(Dataset records)
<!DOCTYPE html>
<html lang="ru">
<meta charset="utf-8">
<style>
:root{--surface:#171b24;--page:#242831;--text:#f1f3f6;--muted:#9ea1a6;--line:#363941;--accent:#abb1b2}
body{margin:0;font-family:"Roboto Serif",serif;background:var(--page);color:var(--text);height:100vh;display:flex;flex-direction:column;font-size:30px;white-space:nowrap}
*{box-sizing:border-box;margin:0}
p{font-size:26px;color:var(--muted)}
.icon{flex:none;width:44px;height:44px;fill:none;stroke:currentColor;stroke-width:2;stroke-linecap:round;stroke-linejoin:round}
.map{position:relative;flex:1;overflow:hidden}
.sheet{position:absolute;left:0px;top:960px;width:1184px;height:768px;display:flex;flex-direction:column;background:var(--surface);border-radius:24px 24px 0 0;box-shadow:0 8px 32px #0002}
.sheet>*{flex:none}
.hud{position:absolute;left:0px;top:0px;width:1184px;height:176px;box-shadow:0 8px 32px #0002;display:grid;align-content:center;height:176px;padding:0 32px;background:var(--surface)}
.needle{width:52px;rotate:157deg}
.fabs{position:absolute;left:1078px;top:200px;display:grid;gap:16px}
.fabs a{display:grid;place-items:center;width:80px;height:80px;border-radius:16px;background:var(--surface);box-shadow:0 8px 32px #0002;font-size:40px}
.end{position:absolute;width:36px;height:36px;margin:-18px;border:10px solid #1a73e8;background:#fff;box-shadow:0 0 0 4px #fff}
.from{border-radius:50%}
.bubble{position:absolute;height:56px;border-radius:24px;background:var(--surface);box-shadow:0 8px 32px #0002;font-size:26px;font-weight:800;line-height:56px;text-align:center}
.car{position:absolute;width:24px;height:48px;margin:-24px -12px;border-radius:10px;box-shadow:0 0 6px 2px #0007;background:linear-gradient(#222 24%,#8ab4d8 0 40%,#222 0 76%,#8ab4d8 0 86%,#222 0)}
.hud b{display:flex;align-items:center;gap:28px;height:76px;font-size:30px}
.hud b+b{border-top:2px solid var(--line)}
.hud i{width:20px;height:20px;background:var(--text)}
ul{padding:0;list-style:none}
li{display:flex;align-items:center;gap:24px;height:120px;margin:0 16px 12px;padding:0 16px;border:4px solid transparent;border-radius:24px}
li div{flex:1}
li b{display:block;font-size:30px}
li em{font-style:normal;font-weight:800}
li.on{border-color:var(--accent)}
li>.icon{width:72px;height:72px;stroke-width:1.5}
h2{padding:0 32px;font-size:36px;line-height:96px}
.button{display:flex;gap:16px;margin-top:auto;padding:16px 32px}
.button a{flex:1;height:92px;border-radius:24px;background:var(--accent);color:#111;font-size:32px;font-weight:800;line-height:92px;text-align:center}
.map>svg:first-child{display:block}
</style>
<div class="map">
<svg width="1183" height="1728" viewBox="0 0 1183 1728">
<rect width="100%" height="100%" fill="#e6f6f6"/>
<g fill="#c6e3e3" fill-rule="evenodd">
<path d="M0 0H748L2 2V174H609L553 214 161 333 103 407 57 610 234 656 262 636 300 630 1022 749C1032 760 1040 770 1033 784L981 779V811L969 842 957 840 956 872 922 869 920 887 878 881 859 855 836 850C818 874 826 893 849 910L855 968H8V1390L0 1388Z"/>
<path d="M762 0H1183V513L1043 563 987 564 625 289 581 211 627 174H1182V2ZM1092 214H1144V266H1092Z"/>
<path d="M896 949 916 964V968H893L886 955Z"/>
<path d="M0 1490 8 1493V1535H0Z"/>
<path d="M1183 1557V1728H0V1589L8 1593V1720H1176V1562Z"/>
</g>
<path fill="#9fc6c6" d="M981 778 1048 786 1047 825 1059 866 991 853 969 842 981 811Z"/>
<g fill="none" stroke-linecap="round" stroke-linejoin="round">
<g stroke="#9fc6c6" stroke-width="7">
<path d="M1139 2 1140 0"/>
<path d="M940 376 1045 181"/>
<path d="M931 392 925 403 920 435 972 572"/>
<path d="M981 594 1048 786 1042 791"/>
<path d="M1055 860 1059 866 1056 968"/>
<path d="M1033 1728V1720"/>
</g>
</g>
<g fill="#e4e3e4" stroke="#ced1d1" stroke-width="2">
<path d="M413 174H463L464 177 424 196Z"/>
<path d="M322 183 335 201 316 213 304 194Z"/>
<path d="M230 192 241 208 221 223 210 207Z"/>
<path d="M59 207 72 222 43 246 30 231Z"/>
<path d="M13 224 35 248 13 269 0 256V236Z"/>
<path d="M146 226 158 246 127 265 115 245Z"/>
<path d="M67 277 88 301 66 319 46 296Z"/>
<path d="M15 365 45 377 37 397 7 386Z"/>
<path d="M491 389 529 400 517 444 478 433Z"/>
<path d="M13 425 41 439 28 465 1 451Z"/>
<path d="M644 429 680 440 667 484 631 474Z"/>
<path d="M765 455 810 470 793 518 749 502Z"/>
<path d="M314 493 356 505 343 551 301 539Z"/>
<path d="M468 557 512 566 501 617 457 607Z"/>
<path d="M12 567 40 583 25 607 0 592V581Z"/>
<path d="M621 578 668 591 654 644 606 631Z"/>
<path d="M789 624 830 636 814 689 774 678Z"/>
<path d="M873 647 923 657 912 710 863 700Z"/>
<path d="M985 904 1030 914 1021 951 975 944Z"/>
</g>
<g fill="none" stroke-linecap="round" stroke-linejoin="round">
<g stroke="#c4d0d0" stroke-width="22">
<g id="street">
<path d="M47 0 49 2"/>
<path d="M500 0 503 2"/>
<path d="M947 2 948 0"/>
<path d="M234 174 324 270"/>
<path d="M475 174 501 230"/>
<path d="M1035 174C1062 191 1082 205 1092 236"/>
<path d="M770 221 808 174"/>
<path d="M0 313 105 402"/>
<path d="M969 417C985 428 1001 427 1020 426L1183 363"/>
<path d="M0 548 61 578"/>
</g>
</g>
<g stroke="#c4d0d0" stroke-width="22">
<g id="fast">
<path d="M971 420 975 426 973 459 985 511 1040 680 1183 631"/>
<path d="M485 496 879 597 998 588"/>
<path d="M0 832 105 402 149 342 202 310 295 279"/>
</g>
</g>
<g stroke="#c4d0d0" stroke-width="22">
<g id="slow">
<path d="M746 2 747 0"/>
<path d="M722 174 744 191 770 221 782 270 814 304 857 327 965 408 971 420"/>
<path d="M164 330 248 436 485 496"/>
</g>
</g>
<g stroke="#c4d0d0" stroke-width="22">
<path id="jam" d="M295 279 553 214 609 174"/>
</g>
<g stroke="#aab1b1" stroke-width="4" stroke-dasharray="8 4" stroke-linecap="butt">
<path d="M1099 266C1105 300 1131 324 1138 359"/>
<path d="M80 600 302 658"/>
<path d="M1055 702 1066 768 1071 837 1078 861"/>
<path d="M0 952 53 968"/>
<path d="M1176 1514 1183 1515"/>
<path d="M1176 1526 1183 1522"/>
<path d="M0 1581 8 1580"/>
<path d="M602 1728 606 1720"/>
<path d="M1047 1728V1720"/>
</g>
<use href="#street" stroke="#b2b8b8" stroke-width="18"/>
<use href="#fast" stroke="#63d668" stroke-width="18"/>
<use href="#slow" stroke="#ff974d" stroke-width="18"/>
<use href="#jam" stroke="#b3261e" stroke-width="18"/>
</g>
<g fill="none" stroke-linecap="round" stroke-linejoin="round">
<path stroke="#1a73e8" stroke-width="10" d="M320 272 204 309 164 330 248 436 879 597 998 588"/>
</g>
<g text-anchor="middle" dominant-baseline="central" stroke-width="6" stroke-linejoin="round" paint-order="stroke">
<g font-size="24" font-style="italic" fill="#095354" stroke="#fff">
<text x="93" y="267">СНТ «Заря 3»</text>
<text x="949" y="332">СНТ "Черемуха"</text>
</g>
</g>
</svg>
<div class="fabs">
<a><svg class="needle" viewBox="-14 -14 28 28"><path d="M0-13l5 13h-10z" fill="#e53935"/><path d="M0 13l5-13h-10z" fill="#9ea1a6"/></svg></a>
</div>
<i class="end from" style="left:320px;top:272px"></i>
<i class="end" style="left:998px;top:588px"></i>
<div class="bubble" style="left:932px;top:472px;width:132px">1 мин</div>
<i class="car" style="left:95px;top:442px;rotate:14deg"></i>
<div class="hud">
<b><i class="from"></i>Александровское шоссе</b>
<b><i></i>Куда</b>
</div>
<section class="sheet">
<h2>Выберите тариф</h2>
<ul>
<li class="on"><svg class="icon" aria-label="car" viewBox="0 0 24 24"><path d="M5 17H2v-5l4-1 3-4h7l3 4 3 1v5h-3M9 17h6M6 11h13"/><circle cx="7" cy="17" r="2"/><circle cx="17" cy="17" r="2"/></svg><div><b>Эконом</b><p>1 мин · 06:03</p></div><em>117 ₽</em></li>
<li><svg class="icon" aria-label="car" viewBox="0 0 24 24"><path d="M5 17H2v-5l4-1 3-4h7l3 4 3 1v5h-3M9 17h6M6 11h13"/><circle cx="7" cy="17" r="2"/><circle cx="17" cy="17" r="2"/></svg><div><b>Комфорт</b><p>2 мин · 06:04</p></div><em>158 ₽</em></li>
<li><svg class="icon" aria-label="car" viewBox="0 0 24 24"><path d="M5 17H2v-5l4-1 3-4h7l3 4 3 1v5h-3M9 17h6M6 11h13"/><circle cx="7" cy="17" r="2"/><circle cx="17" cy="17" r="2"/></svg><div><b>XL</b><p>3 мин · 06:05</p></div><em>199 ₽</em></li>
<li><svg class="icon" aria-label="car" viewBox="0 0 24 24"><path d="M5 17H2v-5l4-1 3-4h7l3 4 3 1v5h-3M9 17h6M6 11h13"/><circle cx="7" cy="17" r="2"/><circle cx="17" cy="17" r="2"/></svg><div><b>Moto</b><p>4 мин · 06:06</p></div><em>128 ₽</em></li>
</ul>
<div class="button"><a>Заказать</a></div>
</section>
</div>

--

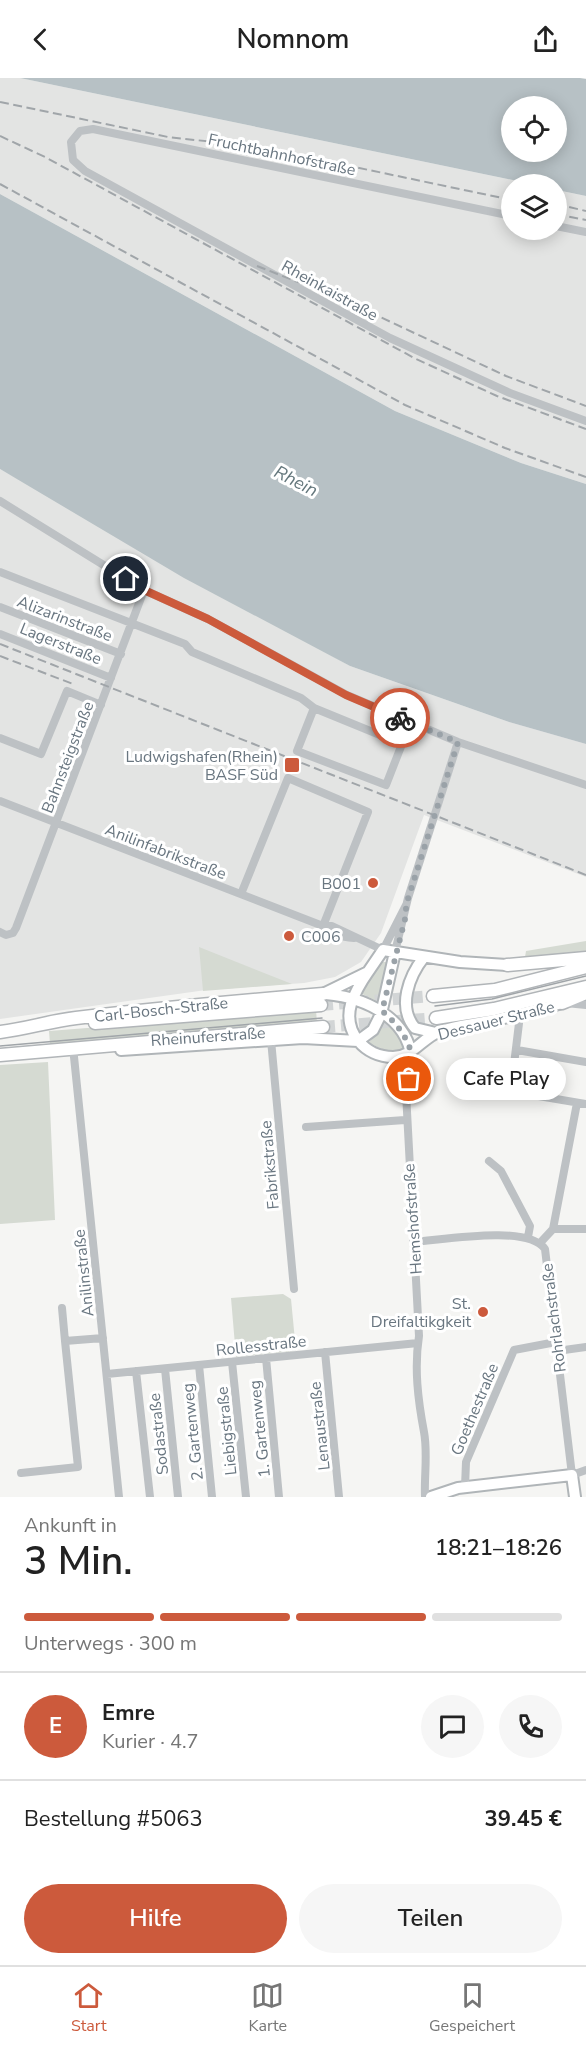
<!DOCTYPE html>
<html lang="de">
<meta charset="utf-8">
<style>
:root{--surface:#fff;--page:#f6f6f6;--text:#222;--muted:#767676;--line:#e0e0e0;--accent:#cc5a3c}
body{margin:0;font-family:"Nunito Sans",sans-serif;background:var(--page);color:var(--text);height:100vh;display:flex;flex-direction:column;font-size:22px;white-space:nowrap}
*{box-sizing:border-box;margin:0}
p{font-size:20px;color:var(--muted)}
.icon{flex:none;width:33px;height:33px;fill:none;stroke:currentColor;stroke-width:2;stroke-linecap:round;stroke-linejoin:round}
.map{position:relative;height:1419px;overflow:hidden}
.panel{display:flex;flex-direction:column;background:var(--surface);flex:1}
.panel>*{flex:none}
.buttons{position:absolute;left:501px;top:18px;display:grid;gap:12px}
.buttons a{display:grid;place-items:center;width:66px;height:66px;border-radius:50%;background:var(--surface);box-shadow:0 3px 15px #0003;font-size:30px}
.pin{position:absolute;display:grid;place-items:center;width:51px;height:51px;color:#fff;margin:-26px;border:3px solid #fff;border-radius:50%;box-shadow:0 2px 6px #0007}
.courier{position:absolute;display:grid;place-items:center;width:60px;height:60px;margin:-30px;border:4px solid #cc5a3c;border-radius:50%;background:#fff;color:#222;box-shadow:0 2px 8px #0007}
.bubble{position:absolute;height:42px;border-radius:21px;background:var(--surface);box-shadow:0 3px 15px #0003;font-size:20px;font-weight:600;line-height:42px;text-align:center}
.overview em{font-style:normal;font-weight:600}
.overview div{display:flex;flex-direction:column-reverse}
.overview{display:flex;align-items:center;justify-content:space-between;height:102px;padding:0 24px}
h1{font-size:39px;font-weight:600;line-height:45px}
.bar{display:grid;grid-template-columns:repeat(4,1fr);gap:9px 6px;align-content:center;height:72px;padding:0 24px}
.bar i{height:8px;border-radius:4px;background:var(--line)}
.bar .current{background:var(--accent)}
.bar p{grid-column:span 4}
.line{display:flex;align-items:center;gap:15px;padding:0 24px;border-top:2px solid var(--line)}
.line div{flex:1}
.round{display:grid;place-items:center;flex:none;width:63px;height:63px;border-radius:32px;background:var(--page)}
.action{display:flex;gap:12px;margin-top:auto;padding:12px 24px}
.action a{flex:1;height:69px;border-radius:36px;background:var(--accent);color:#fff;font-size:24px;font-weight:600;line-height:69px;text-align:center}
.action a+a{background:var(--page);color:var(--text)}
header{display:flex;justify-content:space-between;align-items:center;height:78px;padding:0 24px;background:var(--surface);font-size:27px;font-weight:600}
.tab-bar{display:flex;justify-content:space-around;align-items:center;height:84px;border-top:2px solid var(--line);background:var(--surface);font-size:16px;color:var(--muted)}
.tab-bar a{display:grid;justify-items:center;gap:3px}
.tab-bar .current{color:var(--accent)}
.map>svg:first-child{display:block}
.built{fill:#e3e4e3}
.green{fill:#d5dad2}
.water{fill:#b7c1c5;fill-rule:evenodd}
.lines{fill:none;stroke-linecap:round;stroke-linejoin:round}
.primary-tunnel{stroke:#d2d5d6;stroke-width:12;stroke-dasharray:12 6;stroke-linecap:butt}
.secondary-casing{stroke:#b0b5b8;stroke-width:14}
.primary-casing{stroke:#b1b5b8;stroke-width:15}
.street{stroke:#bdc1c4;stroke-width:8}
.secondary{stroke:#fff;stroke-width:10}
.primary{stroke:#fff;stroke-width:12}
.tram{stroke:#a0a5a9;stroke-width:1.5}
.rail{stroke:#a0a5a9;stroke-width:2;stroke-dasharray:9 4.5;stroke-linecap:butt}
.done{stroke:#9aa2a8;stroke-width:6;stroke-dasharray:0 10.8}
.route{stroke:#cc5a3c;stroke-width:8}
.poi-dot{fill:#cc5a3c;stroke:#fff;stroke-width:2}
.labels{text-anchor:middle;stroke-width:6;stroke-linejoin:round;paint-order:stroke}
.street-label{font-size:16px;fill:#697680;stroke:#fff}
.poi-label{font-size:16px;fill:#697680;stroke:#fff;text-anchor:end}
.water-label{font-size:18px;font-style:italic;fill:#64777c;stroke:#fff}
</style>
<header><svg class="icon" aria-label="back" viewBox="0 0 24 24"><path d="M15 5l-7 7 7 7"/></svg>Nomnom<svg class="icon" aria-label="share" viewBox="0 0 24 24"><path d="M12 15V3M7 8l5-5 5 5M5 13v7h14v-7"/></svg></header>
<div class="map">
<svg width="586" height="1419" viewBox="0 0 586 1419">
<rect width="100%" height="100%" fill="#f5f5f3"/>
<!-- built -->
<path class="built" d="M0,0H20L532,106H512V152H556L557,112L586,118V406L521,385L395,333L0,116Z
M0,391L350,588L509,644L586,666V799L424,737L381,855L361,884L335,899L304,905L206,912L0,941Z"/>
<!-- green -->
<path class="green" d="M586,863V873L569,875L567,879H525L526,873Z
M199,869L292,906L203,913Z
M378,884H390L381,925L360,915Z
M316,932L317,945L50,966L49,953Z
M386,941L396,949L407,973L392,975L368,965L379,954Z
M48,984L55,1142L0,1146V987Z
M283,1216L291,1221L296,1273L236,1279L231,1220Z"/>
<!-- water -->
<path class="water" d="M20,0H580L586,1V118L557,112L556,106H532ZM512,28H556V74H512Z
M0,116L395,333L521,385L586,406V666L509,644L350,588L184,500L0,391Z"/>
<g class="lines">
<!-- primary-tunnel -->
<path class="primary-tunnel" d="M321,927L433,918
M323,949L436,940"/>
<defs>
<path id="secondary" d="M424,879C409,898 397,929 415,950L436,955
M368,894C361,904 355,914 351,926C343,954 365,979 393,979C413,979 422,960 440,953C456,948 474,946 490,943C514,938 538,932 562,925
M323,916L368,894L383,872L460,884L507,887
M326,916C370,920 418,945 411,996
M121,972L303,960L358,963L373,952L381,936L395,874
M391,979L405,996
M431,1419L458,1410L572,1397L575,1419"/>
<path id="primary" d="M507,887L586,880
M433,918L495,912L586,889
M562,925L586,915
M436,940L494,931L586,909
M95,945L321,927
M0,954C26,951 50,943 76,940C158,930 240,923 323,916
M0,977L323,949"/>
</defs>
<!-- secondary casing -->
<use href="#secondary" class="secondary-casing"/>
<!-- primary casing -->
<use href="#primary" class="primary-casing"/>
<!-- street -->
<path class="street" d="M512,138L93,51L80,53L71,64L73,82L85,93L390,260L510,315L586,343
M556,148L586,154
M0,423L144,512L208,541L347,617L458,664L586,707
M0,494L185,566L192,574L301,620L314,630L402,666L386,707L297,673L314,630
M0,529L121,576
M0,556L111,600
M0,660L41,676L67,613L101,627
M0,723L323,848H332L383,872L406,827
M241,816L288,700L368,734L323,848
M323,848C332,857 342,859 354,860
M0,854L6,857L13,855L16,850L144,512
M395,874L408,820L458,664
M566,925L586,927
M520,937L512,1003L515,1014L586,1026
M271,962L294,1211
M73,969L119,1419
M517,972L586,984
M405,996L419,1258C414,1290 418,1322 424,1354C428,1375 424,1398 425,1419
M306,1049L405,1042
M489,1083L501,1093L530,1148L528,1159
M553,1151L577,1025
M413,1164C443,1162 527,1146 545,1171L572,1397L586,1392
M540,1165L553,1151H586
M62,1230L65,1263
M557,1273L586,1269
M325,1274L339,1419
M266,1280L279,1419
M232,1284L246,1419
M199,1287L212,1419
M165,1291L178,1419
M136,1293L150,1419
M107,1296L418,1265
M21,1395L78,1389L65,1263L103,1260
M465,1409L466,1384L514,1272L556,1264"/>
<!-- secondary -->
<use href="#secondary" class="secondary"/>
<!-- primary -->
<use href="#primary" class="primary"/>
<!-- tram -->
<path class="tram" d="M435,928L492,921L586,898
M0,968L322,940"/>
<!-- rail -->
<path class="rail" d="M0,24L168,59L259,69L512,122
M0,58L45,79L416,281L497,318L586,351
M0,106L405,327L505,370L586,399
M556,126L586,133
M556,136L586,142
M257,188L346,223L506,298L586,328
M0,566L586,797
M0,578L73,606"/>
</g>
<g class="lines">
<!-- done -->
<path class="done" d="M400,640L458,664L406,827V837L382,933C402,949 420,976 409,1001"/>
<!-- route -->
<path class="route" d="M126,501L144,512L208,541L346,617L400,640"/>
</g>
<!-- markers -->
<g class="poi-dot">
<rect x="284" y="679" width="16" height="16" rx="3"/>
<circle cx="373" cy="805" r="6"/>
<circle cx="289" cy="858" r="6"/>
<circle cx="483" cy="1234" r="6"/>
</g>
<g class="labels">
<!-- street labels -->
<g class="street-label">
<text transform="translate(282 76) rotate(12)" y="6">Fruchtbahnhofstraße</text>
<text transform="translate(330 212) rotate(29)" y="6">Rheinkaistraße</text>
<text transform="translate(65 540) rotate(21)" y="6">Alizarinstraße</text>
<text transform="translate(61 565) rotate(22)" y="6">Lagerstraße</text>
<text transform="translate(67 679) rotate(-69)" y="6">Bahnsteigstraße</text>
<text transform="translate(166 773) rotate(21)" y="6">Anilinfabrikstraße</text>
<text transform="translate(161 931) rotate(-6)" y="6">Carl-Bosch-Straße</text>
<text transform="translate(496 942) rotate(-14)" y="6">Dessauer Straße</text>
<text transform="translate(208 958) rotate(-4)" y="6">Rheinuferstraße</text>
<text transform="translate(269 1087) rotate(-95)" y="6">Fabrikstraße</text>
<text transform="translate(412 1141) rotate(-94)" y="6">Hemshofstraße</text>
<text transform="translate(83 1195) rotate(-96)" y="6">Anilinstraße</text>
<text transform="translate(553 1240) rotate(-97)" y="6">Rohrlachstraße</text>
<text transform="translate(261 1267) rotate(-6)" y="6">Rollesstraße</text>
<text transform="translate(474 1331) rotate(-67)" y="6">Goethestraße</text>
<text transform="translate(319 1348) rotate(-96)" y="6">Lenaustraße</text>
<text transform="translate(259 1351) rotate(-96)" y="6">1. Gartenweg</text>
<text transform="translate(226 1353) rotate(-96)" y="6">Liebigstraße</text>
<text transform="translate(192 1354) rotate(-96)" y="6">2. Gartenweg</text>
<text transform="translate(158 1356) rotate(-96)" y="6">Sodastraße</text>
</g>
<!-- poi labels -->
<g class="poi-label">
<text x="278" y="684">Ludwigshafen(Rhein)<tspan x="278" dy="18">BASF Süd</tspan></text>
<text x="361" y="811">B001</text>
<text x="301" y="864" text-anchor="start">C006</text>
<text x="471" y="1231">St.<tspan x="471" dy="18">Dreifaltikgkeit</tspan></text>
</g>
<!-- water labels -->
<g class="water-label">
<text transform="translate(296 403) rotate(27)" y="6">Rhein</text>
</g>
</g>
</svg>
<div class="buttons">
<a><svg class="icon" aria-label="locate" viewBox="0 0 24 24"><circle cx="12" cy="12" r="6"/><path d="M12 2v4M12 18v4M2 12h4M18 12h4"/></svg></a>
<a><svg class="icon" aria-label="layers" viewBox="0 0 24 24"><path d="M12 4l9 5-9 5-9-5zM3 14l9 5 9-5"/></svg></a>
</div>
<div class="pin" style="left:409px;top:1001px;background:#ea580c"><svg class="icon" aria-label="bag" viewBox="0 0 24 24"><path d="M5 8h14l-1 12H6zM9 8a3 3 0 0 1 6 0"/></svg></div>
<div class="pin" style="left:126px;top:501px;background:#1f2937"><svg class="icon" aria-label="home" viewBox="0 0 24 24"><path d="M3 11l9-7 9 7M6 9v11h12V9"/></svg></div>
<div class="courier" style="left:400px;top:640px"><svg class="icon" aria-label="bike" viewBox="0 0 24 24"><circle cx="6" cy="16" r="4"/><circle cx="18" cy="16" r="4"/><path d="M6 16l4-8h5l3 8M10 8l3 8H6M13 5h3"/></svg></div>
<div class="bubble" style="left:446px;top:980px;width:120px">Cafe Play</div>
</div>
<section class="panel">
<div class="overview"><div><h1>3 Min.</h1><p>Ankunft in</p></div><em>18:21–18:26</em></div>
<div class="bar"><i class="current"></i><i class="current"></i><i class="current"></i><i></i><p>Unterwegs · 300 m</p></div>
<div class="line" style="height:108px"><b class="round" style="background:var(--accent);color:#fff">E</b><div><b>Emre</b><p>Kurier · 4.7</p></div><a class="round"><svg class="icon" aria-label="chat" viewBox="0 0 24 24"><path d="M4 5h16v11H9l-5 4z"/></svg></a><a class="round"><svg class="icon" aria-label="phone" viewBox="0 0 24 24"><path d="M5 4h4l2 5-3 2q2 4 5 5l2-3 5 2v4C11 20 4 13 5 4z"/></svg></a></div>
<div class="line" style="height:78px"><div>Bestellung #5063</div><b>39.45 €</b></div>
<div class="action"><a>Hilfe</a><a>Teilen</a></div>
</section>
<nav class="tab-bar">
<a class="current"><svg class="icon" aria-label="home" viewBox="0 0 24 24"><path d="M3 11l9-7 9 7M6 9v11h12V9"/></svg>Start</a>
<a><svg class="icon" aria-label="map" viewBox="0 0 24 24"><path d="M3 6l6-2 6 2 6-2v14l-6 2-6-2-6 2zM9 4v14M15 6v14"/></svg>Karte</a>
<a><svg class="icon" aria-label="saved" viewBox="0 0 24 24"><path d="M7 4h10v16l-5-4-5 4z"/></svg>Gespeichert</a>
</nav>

Required work
A bare number is the whole answer: state how many lines in the data above contain "fabs".

Output for this task
3